#### [What to work on]
When the word "lists" appears in a line of the data below, list that line.

#### [Data records]
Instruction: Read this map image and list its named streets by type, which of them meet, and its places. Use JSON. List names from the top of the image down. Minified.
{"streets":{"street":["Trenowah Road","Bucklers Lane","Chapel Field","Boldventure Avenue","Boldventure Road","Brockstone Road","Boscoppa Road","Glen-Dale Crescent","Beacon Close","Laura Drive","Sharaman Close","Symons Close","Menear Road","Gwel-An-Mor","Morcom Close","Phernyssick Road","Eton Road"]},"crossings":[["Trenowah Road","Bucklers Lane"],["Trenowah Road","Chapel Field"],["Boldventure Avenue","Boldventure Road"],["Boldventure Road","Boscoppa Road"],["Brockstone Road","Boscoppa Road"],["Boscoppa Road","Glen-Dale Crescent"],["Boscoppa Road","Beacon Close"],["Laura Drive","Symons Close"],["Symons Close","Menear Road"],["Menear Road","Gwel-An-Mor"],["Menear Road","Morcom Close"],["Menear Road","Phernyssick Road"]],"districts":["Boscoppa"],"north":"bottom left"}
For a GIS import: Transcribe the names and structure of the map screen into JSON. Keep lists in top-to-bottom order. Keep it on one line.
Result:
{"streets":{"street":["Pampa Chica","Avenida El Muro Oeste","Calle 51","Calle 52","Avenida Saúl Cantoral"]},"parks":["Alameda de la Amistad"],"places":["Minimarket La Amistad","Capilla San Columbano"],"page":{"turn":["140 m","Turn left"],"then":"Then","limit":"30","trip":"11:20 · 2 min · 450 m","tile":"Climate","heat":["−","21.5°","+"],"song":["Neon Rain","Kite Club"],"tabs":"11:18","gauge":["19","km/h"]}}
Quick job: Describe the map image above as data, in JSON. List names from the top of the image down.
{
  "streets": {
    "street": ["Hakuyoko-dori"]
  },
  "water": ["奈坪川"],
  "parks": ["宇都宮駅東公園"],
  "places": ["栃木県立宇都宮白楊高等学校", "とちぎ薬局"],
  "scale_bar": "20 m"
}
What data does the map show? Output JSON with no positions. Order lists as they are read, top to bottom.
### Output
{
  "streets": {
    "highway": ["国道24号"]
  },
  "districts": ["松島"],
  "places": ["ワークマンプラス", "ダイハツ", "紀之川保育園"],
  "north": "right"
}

#### [Result of this task]
For a GIS import: Transcribe the names and structure of the map screen into JSON. Keep lists in top-to-bottom order. Keep it on one line.
What data does the map show? Output JSON with no positions. Order lists as they are read, top to bottom.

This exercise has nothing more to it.